**Task:**
Scan the entries for lines with the word "symbols", then copy those lines.

**Data extracts:**
========

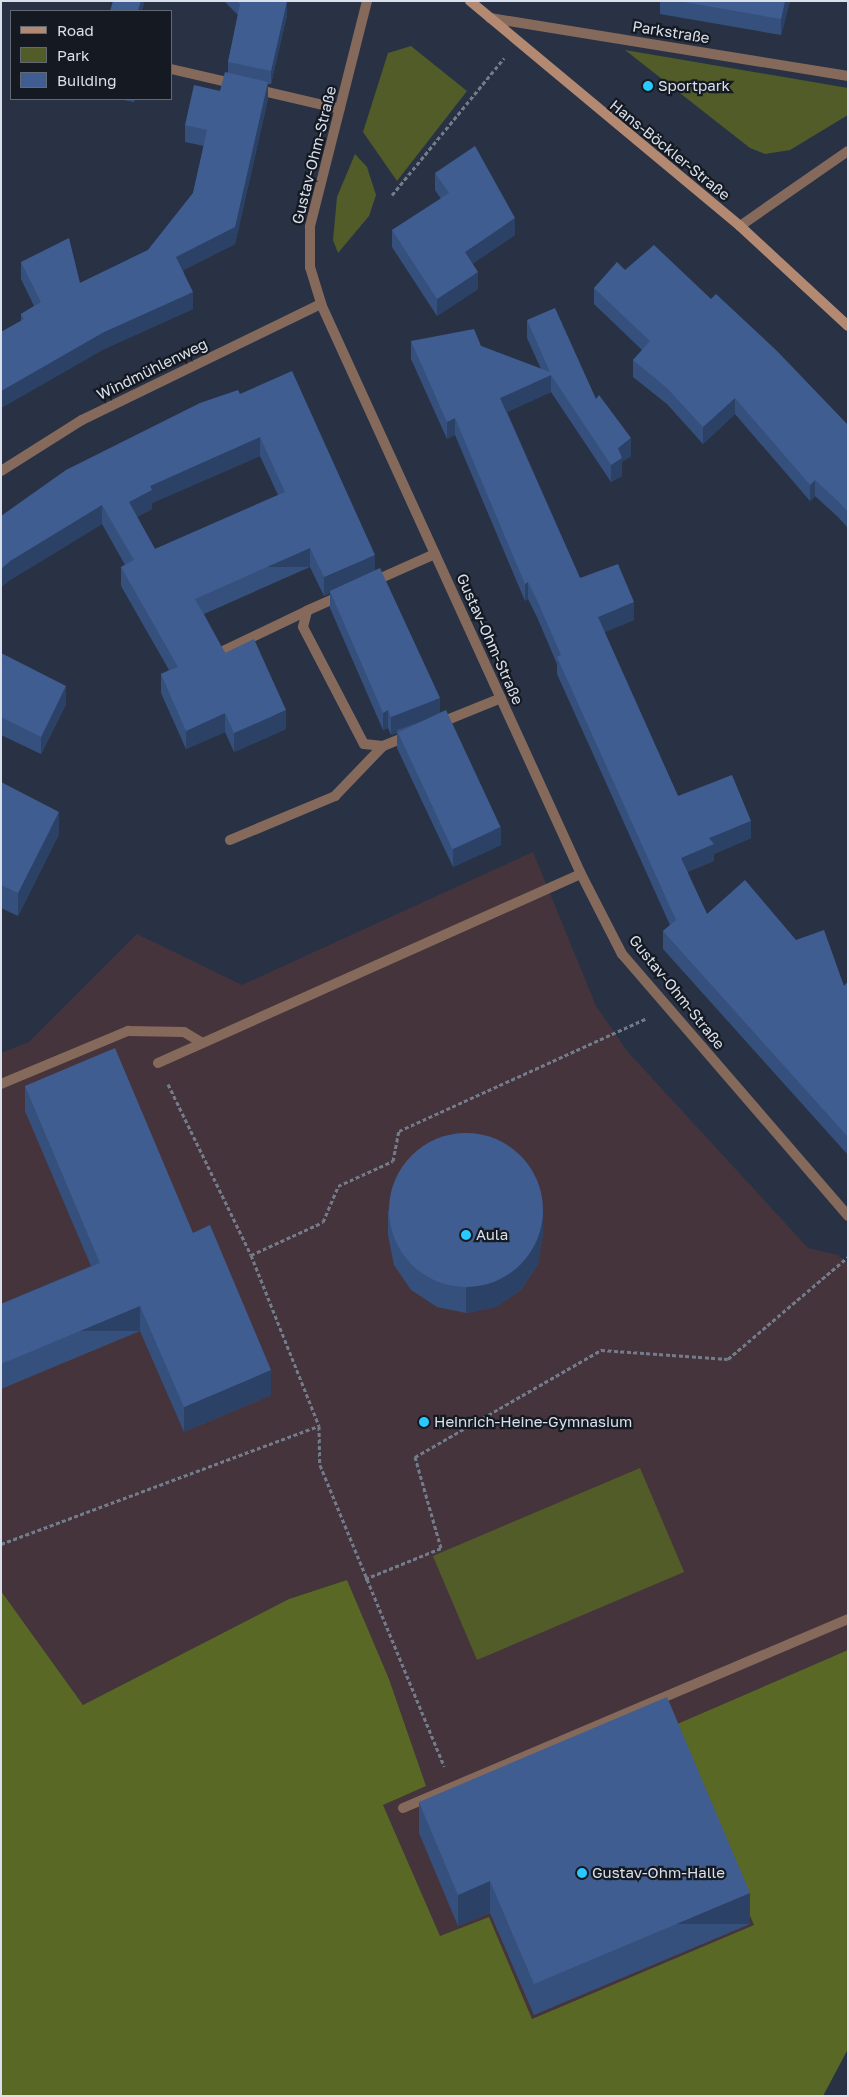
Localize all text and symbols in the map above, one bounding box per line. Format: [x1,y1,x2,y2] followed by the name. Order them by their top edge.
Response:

========

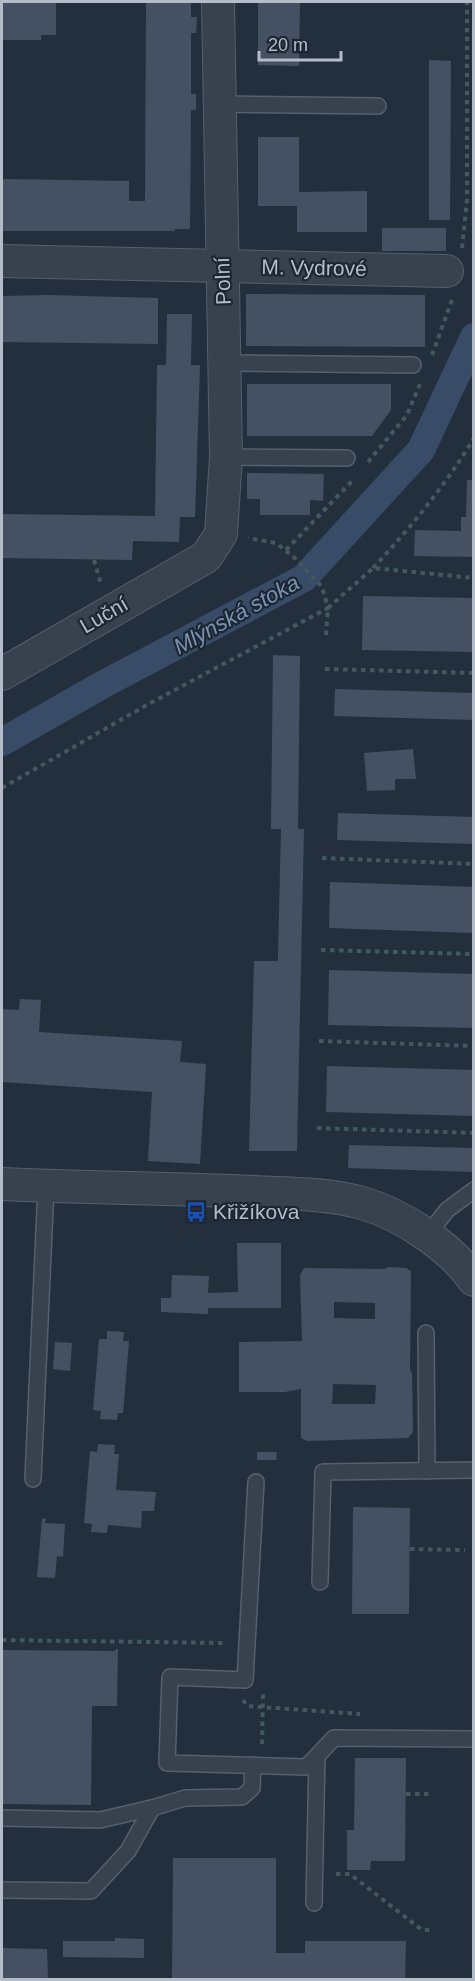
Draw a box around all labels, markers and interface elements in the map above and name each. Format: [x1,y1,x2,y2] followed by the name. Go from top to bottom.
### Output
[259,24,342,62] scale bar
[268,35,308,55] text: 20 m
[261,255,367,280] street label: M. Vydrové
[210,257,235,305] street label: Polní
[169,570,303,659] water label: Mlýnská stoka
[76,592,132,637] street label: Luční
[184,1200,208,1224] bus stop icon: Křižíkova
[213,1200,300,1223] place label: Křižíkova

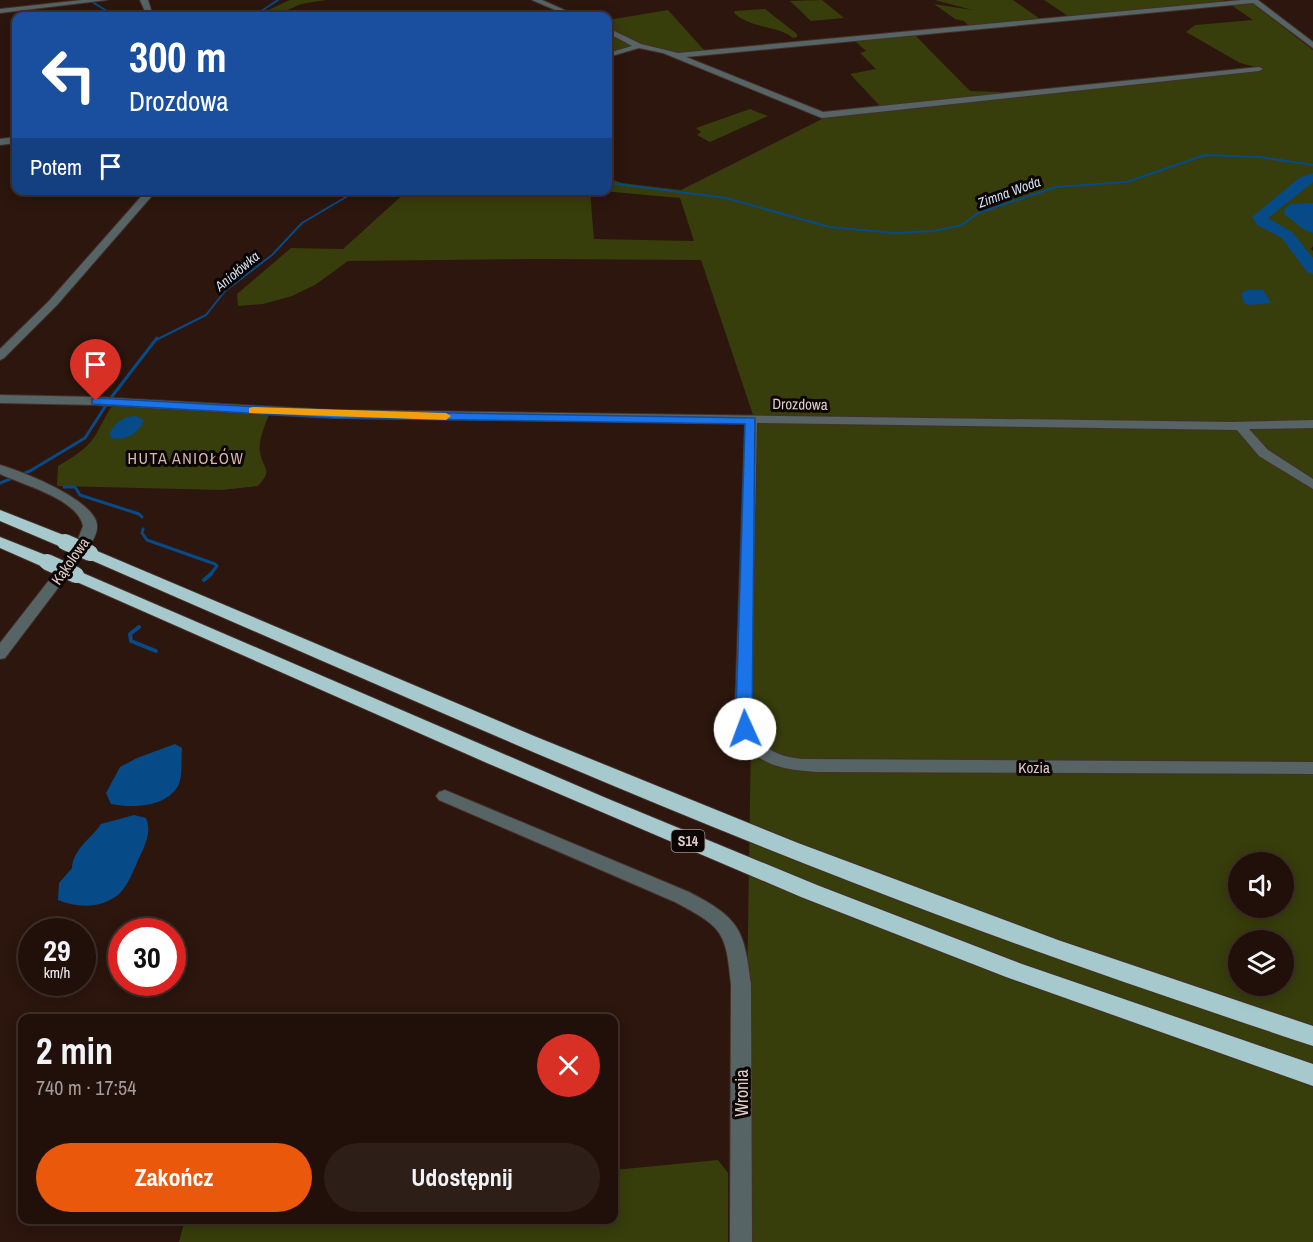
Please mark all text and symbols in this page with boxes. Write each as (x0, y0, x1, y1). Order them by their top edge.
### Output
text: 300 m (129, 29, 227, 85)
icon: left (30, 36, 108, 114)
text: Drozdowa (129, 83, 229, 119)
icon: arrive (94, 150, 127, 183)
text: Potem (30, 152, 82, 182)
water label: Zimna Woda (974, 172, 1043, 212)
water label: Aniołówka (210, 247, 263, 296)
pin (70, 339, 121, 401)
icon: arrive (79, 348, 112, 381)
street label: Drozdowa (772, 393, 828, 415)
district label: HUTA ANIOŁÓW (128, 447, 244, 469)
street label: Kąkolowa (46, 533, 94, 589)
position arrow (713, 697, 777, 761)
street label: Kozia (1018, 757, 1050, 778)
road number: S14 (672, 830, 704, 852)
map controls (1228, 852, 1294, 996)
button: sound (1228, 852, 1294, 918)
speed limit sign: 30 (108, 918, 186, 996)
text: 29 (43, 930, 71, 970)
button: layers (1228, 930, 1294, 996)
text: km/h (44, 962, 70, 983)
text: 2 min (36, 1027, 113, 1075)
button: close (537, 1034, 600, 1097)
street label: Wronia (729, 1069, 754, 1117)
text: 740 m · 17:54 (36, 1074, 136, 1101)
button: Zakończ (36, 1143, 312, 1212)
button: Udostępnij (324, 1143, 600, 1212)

========

**Response below:**
Localize all text and symbols in the map above, one bounding box per line. Format: [x1,y1,x2,y2] followed by the name. Order them by their top edge.
Please mark all text and symbols in this page with boxes. Write each as (x0, y0, x1, y1). Order them by their top edge.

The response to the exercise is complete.